If your programming language permitted the development of database tables, only permitted one area for use being an index ... how restricting would that be? I'm not a genuine database programmer, so I am wondering if this type of system could be utilized for the foundation for serious databases, or could be merely a toy.

That might be very restricting. I have seen as much as 11 indexes on tables I have worked with, these getting an objective. Without doubt you will find cases available with substantially more.

At least inside a database the main key and all sorts of foreign secrets is going to be (or ought to be) indexed.

In fact it is common for indexes to span multiple posts.

Non-relational databases (presently extremely popular using the NoSQL movement) approximate this type of situation. Many such databases are not toys, and therefore are intensely used because the foundation of greatly scalable production systems -- the possible lack of free indexing along with other restrictions empower almost unbelievable scalability, specifically for "mostly-read" situations. However essentially in needing to quit normalization, and copying information everywhere with techniques which are strictly depending on what queries need what amount of optimisation.

I am unsure what your "single index" scenario is dependant on, but unless of course it provides exactly the same types of advantages because the best "nosql" storage systems (and you are prepared to fully spend the money for cost for your), it appears unlikely to become a technically viable concept-).

It is dependent. Berkeley DB e.g. has only just one key and it is very helpful because of its reasons.

A relational DB however should provide you with the chance to define as numerous indices as you desire (as cletus pointed out, foreign key queries would are afflicted by inadequate performance otherwise)

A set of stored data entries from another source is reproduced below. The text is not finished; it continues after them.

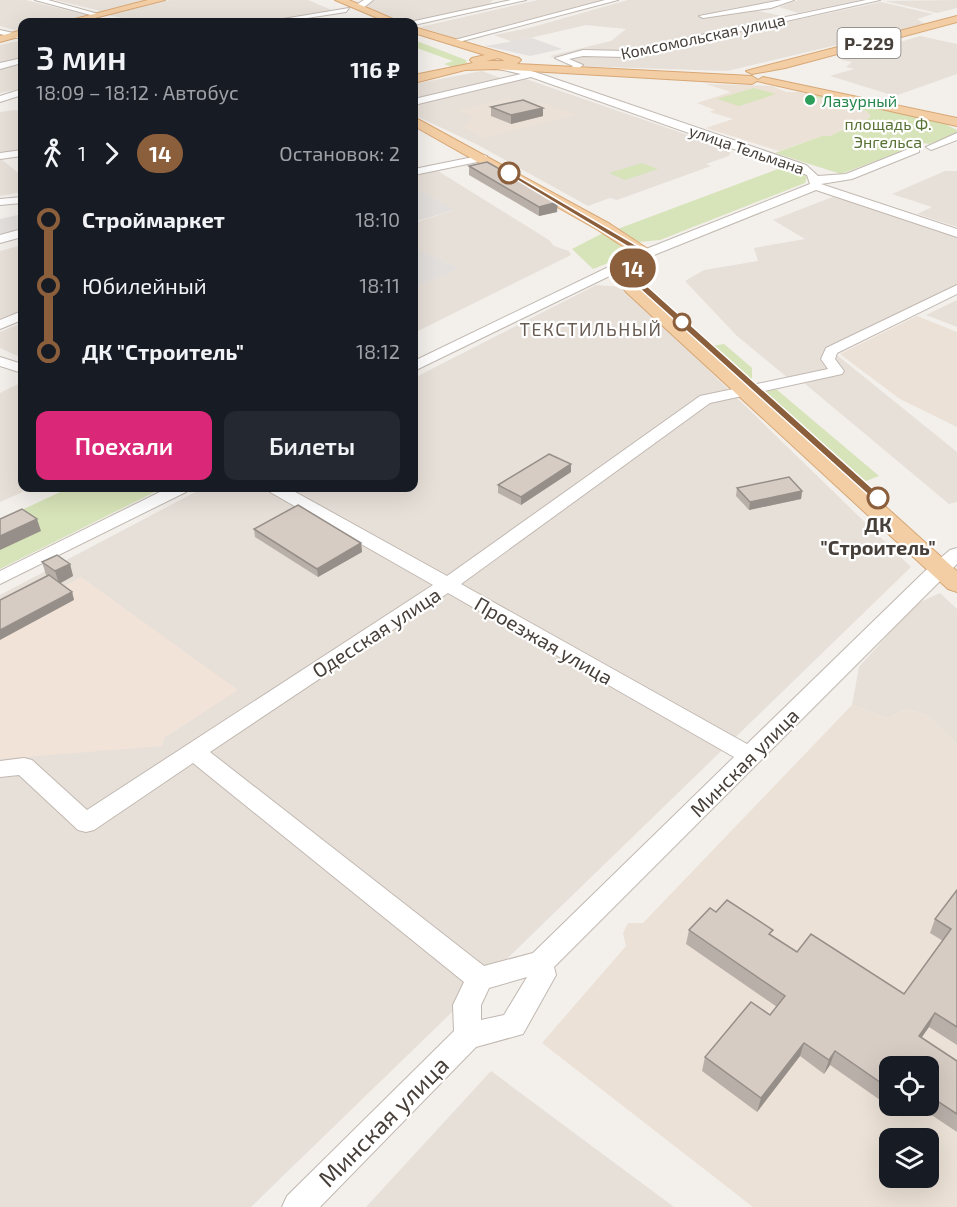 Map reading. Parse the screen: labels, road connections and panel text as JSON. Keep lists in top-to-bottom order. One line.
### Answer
{"streets":{"main road":["Р-229","улица Тельмана"],"street":["Комсомольская улица","Одесская улица","Проезжая улица","Минская улица"]},"crossings":[["Комсомольская улица","Р-229"],["Р-229","улица Тельмана"],["Одесская улица","Проезжая улица"],["Проезжая улица","Минская улица"]],"districts":["ТЕКСТИЛЬНЫЙ"],"parks":["площадь Ф. Энгельса"],"places":["Лазурный","ДК \"Строитель\""],"lines":["bus line 14"],"page":{"on_map":"14","heading":["3 мин","18:09 – 18:12 · Автобус","116 ₽"],"legs":["1","14","Остановок: 2"],"list":[{"name":"Строймаркет","value":"18:10"},{"name":"Юбилейный","value":"18:11"},{"name":"ДК \"Строитель\"","value":"18:12"}],"buttons":["Поехали","Билеты"]}} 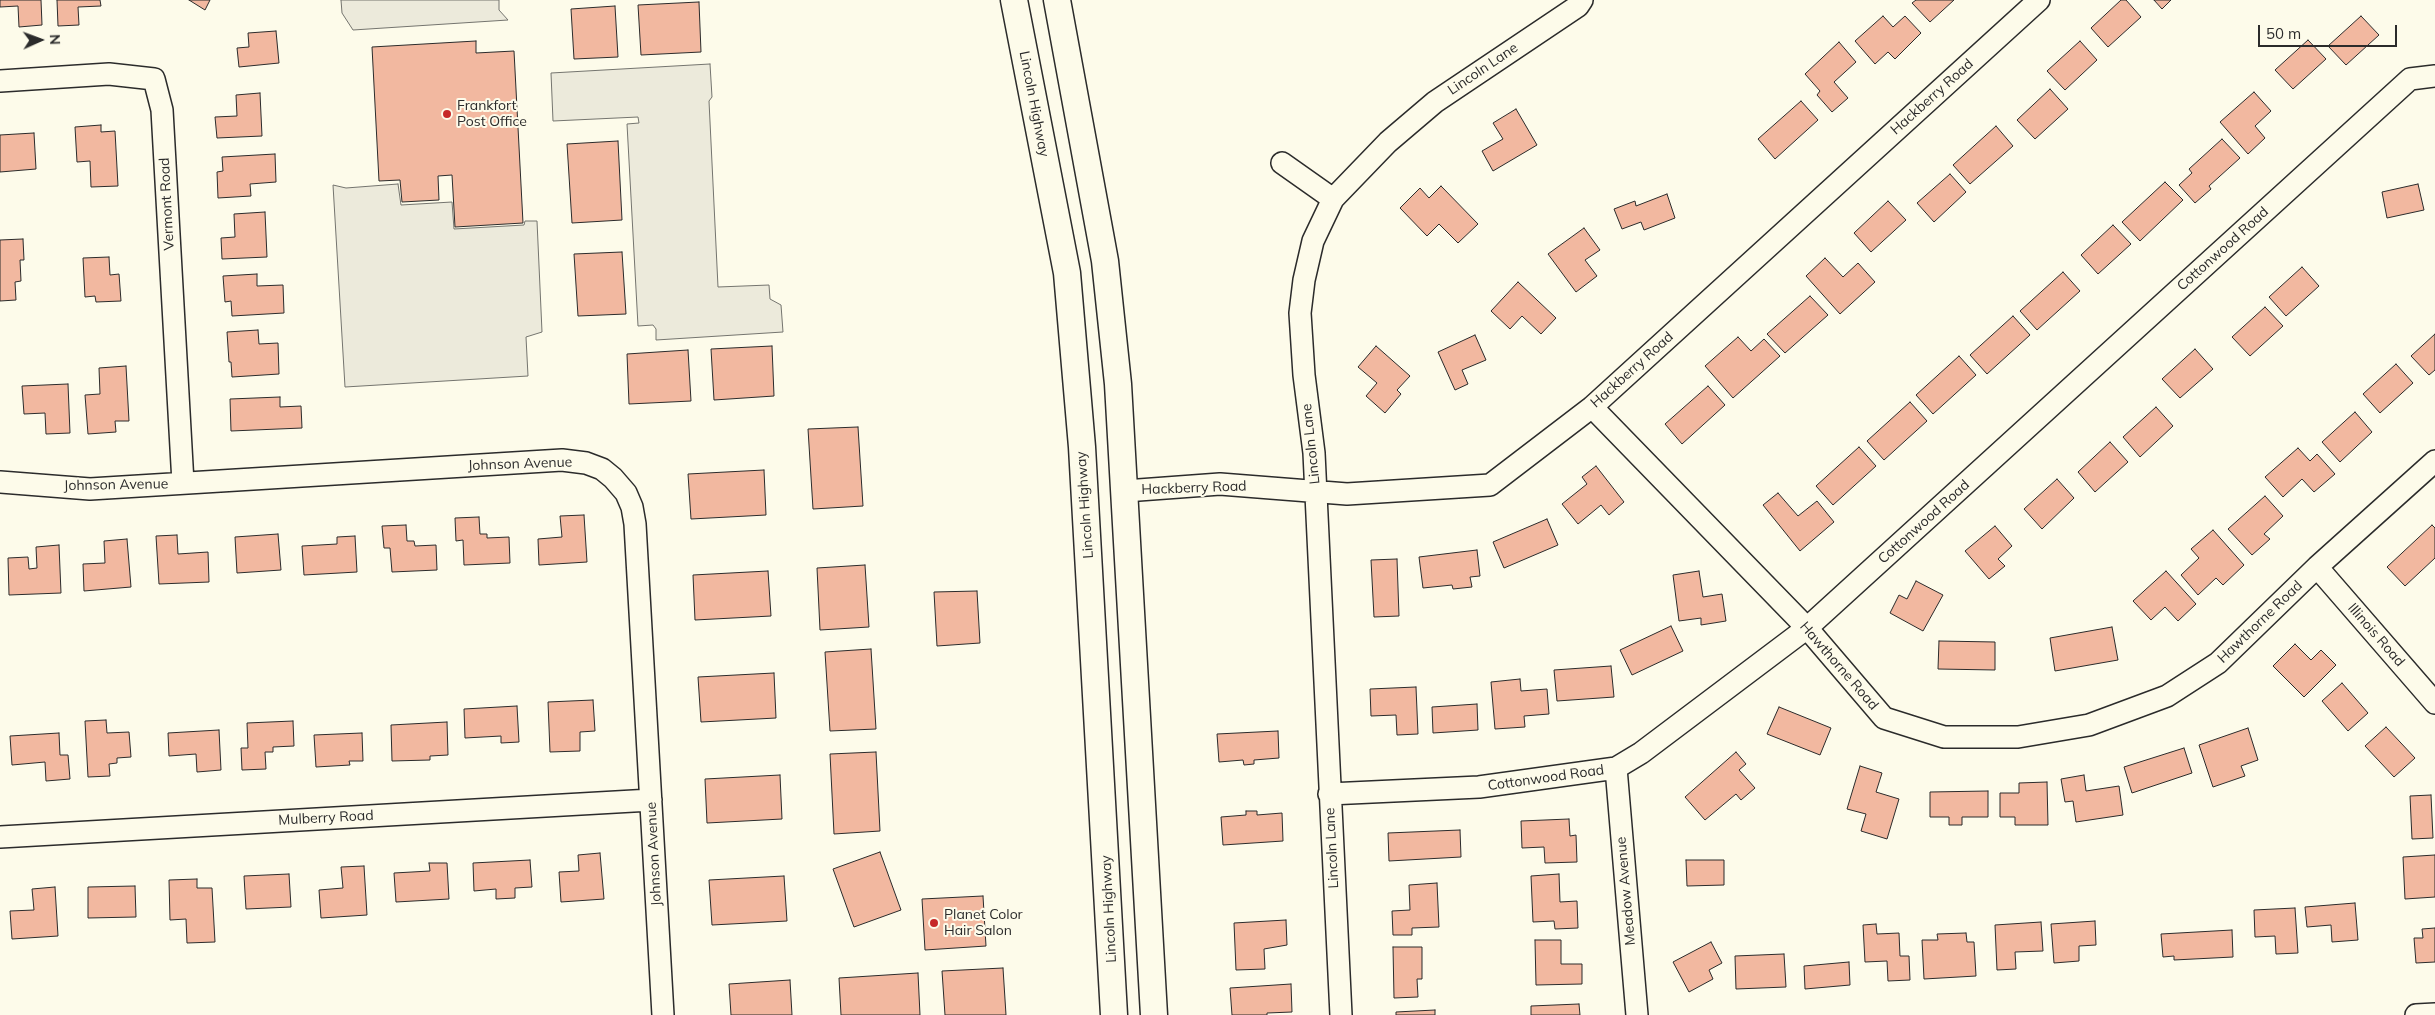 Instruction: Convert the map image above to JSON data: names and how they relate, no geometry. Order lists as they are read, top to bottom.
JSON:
{
  "streets": {
    "main road": ["Lincoln Highway"],
    "street": [
      "Lincoln Lane",
      "Hackberry Road",
      "Vermont Road",
      "Cottonwood Road",
      "Johnson Avenue",
      "Hawthorne Road",
      "Illinois Road",
      "Mulberry Road",
      "Meadow Avenue"
    ]
  },
  "crossings": [
    ["Lincoln Lane", "Hackberry Road"],
    ["Lincoln Lane", "Cottonwood Road"],
    ["Hackberry Road", "Hawthorne Road"],
    ["Vermont Road", "Johnson Avenue"],
    ["Cottonwood Road", "Hawthorne Road"],
    ["Cottonwood Road", "Meadow Avenue"],
    ["Johnson Avenue", "Mulberry Road"],
    ["Hawthorne Road", "Illinois Road"]
  ],
  "places": ["Frankfort Post Office", "Planet Color Hair Salon"],
  "scale_bar": "50 m",
  "north": "right"
} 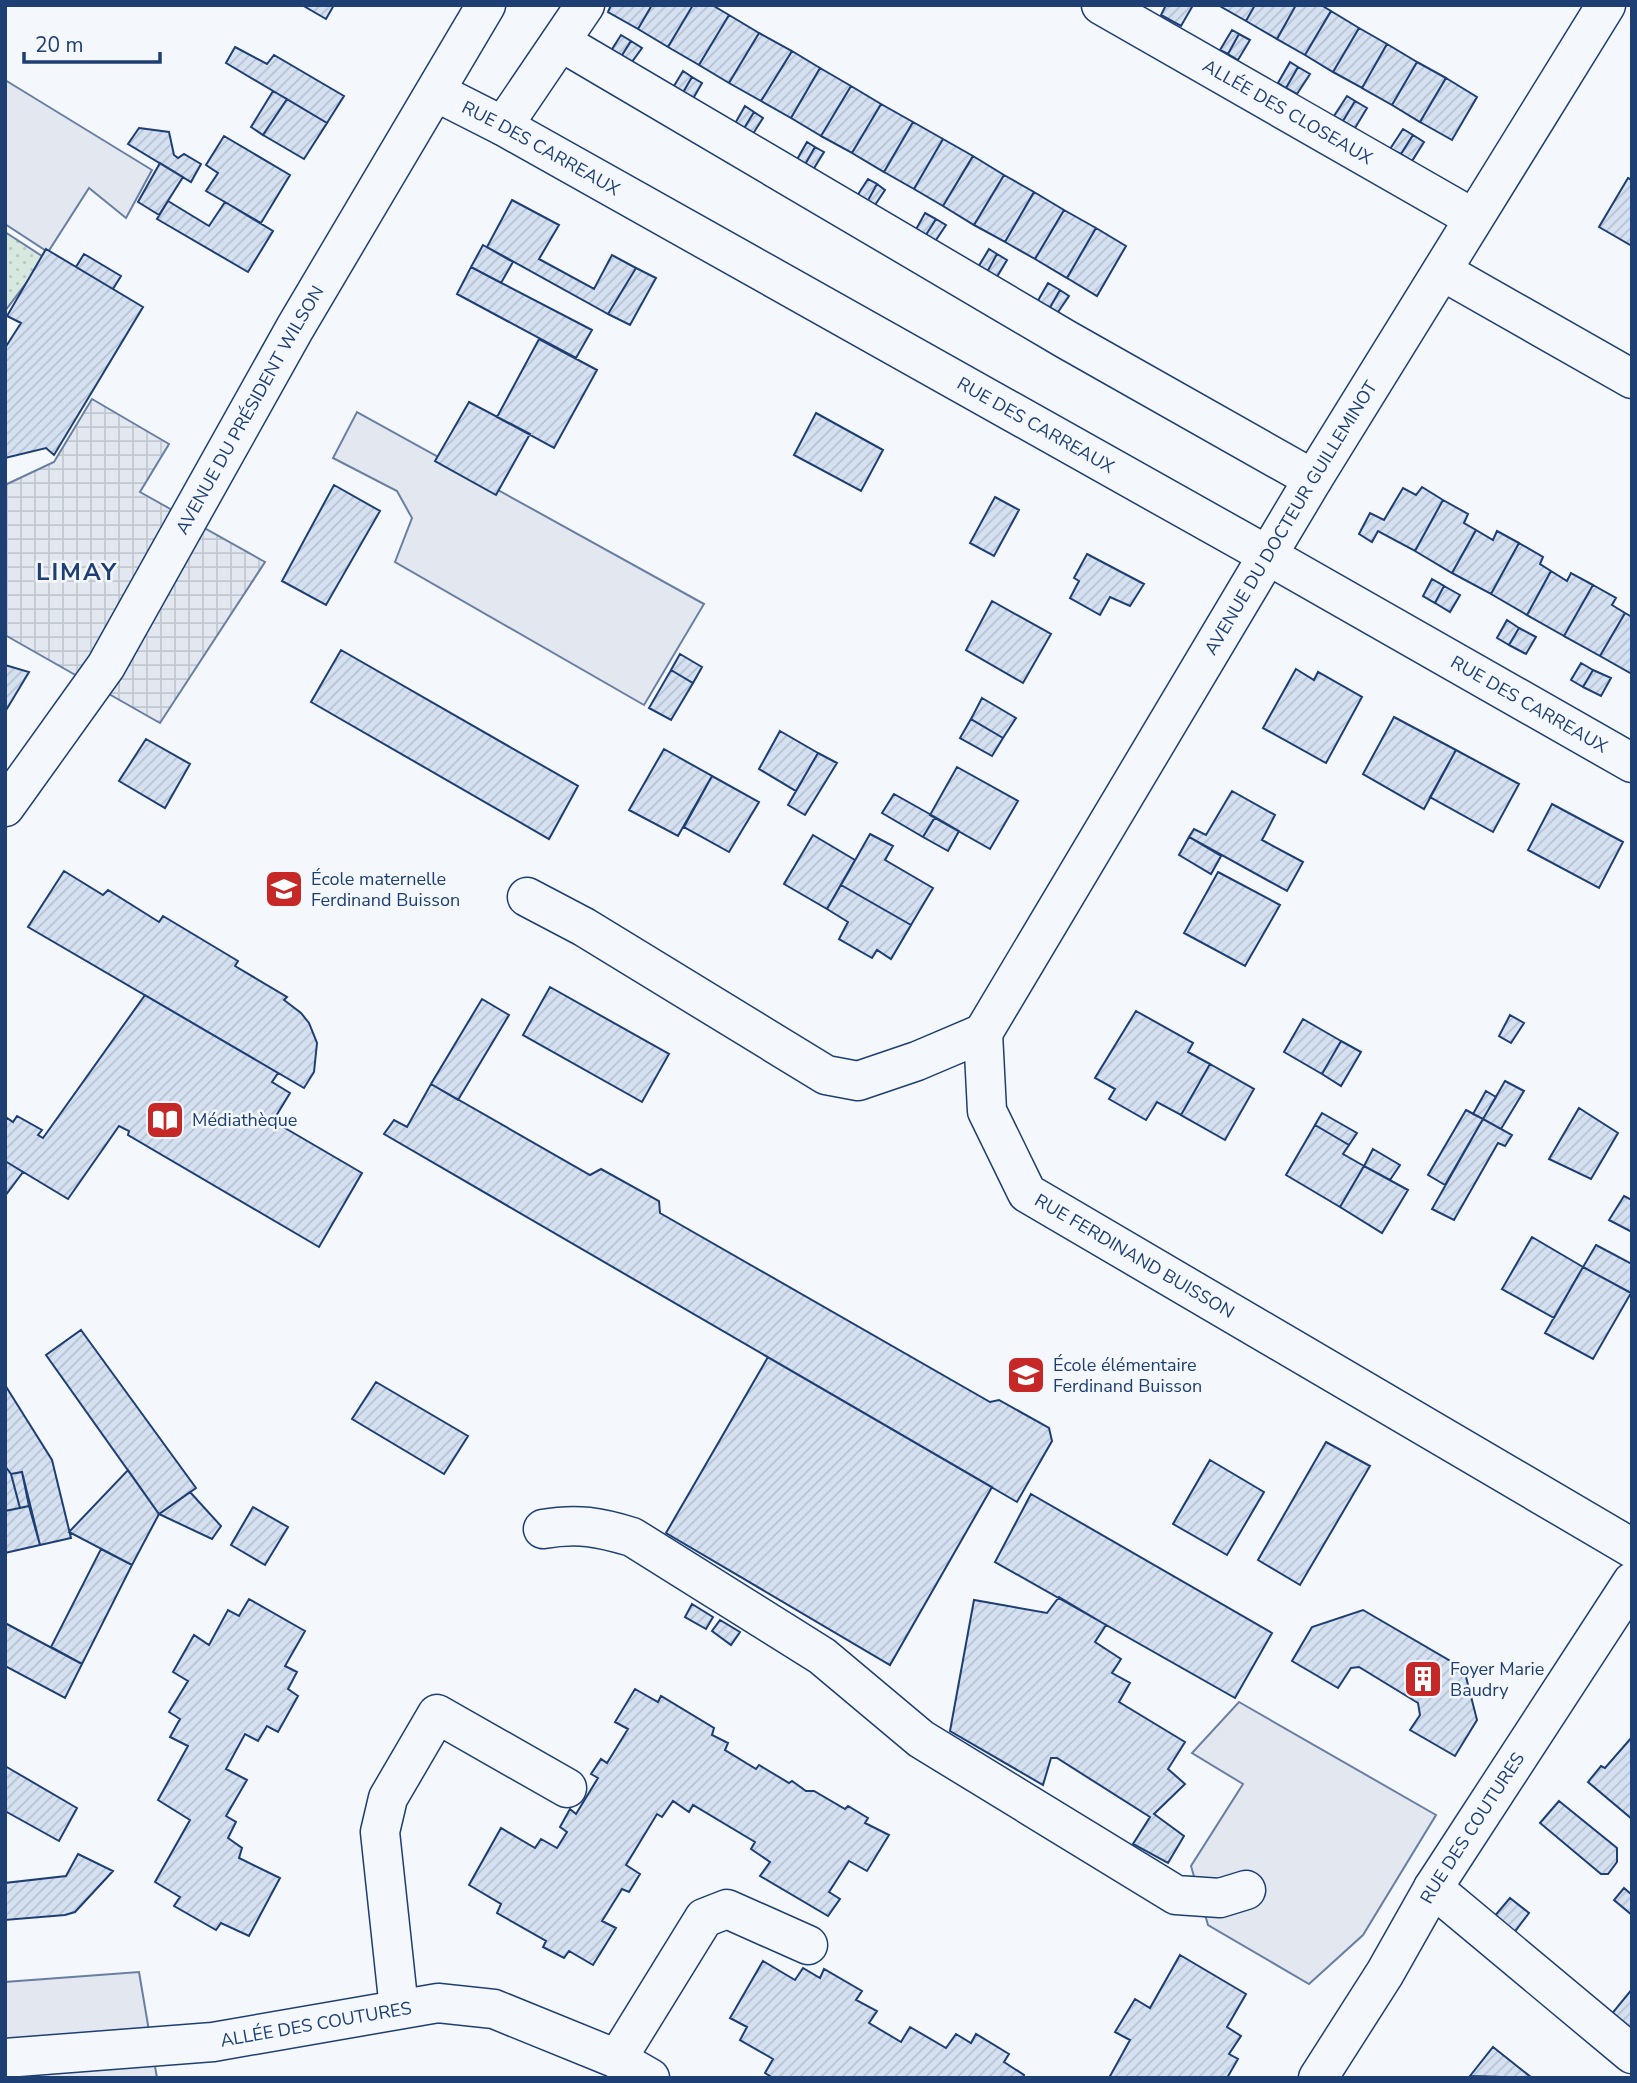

Generally: a catalog is perfect for accelerating database research: as with a magazine, you search the term "computer", you see the (alphabetical!) index, and discover all page-amounts.

If (very hypothetical reasoning) one produces a database which enhanced research occasions without needing indices: then this type of database that contains just one index isn't a bad idea.

But when you are speaking in regards to a mainstream DB, then I'd say: is dependent around the content.

It is dependent on what you're going related to the information.

Should you search and choose according to an unindexed area, the procedure will probably be slow. Likewise, should you perform join or merge procedures according to an unindexed area, you receive a decelerate.

When the table has countless rows, this may be not fast enough to become acceptable.

Restricting you to ultimately access by means of only one area can in a few instances be too restricting.

Again, it is dependent on what you're going related to the information.